Vous l’aurez deviné, le défi sera simple et je vous le souhaite efficace ! On vous l’a souvent fait faire celui là, mais une fois de plus ne fera de mal à personne.

Pour ce défi, ralentissez pour devenir un observateur bienveillant de tout ce qui a un caractère urgent pour vous.
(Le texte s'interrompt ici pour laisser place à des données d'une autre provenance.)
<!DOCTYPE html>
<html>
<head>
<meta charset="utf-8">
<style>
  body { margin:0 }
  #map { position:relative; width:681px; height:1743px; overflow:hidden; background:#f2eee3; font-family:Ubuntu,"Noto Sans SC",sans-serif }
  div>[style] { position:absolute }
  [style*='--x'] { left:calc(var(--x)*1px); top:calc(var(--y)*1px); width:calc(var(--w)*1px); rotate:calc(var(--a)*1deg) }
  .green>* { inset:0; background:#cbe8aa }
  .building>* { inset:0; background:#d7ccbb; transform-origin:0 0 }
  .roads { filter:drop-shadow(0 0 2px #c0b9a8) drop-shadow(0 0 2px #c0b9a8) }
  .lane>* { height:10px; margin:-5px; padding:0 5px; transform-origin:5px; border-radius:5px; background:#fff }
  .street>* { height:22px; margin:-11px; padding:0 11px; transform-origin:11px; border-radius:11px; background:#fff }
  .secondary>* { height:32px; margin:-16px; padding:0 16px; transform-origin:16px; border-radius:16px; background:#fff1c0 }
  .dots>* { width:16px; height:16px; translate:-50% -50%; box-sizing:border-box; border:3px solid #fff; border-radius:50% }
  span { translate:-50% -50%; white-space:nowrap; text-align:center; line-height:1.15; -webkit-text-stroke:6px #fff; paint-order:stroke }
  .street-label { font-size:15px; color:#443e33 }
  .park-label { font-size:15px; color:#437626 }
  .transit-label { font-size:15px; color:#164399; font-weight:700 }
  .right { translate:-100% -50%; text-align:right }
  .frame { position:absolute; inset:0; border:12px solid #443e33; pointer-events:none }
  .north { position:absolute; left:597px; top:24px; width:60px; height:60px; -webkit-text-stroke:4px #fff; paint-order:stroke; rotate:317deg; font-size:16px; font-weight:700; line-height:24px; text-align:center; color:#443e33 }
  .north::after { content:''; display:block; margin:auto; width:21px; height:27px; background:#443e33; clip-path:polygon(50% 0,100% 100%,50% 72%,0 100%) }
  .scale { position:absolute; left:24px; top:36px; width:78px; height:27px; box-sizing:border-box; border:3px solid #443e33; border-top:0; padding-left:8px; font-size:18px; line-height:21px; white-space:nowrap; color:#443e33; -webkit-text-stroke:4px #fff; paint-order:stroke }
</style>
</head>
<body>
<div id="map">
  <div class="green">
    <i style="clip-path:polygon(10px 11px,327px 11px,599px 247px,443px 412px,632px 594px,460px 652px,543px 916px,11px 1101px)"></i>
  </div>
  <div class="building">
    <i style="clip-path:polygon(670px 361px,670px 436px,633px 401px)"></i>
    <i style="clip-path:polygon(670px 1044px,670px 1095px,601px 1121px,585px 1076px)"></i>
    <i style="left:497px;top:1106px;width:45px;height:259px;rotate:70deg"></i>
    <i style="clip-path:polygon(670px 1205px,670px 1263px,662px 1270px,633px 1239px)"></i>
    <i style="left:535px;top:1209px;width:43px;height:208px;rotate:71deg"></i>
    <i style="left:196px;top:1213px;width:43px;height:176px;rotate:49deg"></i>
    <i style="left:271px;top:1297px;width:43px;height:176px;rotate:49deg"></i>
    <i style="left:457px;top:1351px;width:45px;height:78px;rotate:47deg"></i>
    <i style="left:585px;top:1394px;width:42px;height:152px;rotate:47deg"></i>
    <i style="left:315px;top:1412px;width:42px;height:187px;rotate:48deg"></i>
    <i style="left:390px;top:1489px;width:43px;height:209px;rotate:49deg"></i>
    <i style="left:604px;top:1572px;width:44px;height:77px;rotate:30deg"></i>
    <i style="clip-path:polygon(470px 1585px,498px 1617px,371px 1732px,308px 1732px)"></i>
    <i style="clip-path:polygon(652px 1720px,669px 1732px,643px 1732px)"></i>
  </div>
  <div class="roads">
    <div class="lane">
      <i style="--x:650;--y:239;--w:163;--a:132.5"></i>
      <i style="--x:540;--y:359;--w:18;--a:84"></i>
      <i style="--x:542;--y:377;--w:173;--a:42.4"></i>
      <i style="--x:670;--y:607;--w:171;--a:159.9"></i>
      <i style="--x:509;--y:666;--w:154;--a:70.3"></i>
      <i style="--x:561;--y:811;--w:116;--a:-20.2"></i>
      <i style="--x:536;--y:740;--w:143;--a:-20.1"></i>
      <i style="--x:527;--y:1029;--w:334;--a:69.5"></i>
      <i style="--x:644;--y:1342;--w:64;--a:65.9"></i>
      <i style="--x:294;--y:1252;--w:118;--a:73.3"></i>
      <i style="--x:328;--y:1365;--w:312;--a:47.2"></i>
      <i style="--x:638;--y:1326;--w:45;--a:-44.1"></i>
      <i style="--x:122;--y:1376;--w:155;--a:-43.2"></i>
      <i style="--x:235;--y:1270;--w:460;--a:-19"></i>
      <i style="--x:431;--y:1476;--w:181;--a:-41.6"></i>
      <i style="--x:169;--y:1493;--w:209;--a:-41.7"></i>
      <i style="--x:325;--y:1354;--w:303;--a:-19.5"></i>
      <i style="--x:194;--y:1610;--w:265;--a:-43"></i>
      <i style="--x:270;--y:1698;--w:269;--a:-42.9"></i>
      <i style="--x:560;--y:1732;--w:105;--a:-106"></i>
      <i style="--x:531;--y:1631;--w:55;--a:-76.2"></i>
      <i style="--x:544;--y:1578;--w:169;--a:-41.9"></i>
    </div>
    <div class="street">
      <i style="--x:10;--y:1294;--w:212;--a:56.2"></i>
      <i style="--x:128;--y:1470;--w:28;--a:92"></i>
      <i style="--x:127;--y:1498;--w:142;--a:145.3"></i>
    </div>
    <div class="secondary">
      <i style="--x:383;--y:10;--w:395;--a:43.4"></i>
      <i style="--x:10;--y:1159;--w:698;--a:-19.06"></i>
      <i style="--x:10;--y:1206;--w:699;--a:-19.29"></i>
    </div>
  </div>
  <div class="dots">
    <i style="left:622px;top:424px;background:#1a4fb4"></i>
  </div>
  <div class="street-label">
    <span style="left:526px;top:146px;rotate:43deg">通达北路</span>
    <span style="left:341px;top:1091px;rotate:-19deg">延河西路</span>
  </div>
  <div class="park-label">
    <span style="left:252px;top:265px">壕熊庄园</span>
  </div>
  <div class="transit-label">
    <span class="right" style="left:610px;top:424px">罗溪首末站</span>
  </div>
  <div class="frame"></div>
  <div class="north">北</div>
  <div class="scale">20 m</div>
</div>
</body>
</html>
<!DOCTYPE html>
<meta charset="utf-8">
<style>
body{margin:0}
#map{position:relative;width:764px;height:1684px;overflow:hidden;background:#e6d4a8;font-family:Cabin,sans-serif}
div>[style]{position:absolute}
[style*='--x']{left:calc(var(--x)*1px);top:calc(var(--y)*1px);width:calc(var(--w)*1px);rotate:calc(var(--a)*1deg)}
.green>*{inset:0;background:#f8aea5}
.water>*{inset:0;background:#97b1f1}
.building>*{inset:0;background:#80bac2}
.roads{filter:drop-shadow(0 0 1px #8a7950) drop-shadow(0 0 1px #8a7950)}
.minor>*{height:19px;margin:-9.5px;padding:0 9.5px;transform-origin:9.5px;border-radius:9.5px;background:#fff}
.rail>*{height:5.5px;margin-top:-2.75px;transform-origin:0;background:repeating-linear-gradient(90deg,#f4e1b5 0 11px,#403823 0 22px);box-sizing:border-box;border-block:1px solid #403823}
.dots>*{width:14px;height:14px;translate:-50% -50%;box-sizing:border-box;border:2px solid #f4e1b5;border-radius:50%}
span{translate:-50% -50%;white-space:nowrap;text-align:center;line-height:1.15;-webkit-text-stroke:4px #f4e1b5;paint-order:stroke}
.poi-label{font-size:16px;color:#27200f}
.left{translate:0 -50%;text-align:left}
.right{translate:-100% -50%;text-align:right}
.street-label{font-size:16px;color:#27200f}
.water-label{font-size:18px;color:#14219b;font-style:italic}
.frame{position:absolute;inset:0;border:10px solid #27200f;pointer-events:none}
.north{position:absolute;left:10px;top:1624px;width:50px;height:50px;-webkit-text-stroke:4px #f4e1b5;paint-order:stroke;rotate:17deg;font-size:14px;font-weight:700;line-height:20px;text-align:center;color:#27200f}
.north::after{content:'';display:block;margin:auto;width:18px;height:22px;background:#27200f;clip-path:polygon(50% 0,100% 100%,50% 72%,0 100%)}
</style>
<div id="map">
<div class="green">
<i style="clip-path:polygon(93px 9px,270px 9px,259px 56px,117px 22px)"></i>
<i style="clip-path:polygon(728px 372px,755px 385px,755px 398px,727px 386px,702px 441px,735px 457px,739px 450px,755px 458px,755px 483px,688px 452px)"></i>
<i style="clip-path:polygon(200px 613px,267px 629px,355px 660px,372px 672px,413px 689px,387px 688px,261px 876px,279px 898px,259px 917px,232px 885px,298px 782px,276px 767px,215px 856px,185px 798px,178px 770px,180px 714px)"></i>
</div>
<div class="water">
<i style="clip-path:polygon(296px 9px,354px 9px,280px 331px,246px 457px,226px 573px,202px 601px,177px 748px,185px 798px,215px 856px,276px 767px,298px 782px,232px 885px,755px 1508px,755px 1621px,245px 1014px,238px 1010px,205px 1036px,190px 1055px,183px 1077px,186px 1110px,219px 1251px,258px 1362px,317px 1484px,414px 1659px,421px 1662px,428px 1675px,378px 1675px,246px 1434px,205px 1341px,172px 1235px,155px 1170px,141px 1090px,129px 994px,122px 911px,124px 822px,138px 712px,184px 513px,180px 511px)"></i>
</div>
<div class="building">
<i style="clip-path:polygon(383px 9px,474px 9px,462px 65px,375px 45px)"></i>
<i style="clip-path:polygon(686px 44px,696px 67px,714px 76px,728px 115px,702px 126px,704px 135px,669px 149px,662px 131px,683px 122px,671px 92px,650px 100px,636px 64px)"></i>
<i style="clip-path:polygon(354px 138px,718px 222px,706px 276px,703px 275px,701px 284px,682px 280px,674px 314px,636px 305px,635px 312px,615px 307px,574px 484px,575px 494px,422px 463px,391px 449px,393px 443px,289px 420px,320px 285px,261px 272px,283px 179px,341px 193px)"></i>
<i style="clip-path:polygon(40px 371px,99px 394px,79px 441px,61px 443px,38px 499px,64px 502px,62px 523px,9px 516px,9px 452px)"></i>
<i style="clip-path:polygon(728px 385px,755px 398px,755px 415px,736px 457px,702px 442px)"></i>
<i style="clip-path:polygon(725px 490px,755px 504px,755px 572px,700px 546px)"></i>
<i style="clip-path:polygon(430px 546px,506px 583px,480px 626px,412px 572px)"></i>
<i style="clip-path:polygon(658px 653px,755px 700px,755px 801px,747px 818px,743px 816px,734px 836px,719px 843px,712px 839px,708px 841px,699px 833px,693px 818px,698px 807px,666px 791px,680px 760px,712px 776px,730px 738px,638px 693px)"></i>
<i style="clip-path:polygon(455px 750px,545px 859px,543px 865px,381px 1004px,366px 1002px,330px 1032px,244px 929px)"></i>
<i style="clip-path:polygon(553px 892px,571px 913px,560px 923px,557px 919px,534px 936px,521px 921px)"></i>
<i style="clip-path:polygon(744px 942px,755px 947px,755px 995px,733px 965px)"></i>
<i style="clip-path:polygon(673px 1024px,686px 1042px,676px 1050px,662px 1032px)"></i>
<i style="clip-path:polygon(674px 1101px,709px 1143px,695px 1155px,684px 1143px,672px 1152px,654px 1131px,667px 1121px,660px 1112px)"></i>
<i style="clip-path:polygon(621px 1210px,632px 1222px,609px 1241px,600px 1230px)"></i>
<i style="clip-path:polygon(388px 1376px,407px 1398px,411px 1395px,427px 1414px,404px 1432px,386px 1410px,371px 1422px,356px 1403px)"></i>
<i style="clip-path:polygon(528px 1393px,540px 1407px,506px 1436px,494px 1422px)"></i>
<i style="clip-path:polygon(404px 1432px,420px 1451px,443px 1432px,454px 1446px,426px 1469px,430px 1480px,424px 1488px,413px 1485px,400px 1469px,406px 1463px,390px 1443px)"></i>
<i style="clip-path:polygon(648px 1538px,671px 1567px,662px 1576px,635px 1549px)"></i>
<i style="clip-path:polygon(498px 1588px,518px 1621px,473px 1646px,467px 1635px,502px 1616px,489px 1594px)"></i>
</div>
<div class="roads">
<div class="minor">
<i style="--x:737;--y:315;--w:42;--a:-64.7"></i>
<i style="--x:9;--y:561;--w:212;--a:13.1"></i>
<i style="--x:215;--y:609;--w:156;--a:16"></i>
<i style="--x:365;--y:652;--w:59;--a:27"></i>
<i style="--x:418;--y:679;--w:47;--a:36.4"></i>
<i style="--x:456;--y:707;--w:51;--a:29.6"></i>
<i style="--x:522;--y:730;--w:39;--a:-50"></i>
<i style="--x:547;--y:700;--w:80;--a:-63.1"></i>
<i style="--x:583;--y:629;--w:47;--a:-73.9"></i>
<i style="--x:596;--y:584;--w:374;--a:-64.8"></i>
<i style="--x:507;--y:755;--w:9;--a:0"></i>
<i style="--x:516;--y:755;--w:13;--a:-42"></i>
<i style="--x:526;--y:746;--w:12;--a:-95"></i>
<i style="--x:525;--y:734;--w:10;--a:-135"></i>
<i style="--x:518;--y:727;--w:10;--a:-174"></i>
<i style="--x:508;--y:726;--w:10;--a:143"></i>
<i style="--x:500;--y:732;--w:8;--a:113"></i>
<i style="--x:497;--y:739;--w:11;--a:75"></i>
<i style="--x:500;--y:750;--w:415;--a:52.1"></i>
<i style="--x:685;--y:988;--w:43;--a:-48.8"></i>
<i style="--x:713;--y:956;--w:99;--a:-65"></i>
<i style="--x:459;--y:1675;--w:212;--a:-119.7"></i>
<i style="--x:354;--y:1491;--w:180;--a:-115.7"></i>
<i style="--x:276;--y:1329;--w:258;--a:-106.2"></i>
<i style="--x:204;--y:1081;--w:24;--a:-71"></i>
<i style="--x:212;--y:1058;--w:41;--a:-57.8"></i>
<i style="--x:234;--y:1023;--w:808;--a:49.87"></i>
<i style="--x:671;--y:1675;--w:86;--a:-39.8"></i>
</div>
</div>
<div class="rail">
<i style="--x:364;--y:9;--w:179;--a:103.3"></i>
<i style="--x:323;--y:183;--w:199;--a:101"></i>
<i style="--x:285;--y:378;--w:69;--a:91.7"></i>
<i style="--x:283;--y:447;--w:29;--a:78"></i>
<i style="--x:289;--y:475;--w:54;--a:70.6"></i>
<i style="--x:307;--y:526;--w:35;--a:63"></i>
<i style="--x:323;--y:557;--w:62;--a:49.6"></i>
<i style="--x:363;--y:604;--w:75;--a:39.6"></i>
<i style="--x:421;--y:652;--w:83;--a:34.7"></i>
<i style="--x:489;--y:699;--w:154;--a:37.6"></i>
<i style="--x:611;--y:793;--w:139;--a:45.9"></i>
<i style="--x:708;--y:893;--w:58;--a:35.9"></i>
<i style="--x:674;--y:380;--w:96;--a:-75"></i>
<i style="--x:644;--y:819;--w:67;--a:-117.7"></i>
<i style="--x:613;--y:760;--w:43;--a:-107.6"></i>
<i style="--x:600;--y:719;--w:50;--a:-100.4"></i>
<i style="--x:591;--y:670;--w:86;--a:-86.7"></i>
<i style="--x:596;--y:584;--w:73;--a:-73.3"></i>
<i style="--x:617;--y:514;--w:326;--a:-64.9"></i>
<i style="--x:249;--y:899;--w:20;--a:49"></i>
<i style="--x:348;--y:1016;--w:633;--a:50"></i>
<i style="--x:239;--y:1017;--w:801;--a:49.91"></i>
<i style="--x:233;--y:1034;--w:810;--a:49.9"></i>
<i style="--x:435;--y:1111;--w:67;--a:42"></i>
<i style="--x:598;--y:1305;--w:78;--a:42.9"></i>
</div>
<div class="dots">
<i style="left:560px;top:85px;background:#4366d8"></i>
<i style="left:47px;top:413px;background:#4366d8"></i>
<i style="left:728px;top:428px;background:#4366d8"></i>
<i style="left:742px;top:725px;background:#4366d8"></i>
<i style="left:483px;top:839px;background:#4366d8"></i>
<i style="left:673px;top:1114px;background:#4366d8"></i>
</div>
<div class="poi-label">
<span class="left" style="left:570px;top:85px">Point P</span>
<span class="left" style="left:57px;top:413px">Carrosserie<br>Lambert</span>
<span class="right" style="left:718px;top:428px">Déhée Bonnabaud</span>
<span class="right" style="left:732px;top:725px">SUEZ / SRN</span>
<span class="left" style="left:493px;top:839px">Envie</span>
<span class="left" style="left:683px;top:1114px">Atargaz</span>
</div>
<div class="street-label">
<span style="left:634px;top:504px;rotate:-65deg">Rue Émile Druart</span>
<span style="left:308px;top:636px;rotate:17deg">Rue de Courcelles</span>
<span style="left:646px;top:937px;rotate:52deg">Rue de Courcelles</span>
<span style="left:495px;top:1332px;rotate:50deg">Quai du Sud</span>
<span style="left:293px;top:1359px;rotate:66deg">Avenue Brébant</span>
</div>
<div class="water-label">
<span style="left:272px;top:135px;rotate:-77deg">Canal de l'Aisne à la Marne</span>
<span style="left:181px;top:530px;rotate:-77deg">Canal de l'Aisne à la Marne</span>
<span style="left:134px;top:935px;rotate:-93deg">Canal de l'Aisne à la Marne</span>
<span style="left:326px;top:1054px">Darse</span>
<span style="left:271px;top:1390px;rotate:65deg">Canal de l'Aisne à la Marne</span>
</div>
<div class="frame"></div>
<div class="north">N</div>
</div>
Observez déjà les choses les plus simples, elles vous enseigneront beaucoup.

Encore une fois, ralentissez tout ce que vous faites. Ralentissez vos pas, ralentissez vos paroles, ralentissez vos pensées, ralentissez tout ce que vous pouvez. Et surtout, ralentissez quelque chose à l’intérieur de vous.

Chacun ses urgences. Pour vous c’est quoi qui est souvent urgent ? De vous reposer ? De manger ? D’arriver quelque part ? De finir votre journée de travail ? De retrouver l’être aimé ? D’aller à votre cours de danse ? De partir en voyage/vacances ? De faire vos tâches ménagères ? De boire un verre avec vos amis ? De gagner plein d’argent ? De fonder un famille ? De devenir le Guru Skipi ? De sauver la planète ?

Observez à chaque fois que votre rythme interne commence à s’accélérer, qu’est-ce qui génère cette accélération ? Cette impatience ? Qu’est-ce qui créé ce sentiment d’urgence en vous ? Qu’est-ce qui est urgent pour vous ? Quels besoins nécessitent d’être rapidement comblés ?

Serait-ce au final le manque, le vide, qui génère l’urgence en nous ? Si on revient à la définition de l’urgence du début, tous nos besoins répondent-ils vraiment à un danger vital imminent ?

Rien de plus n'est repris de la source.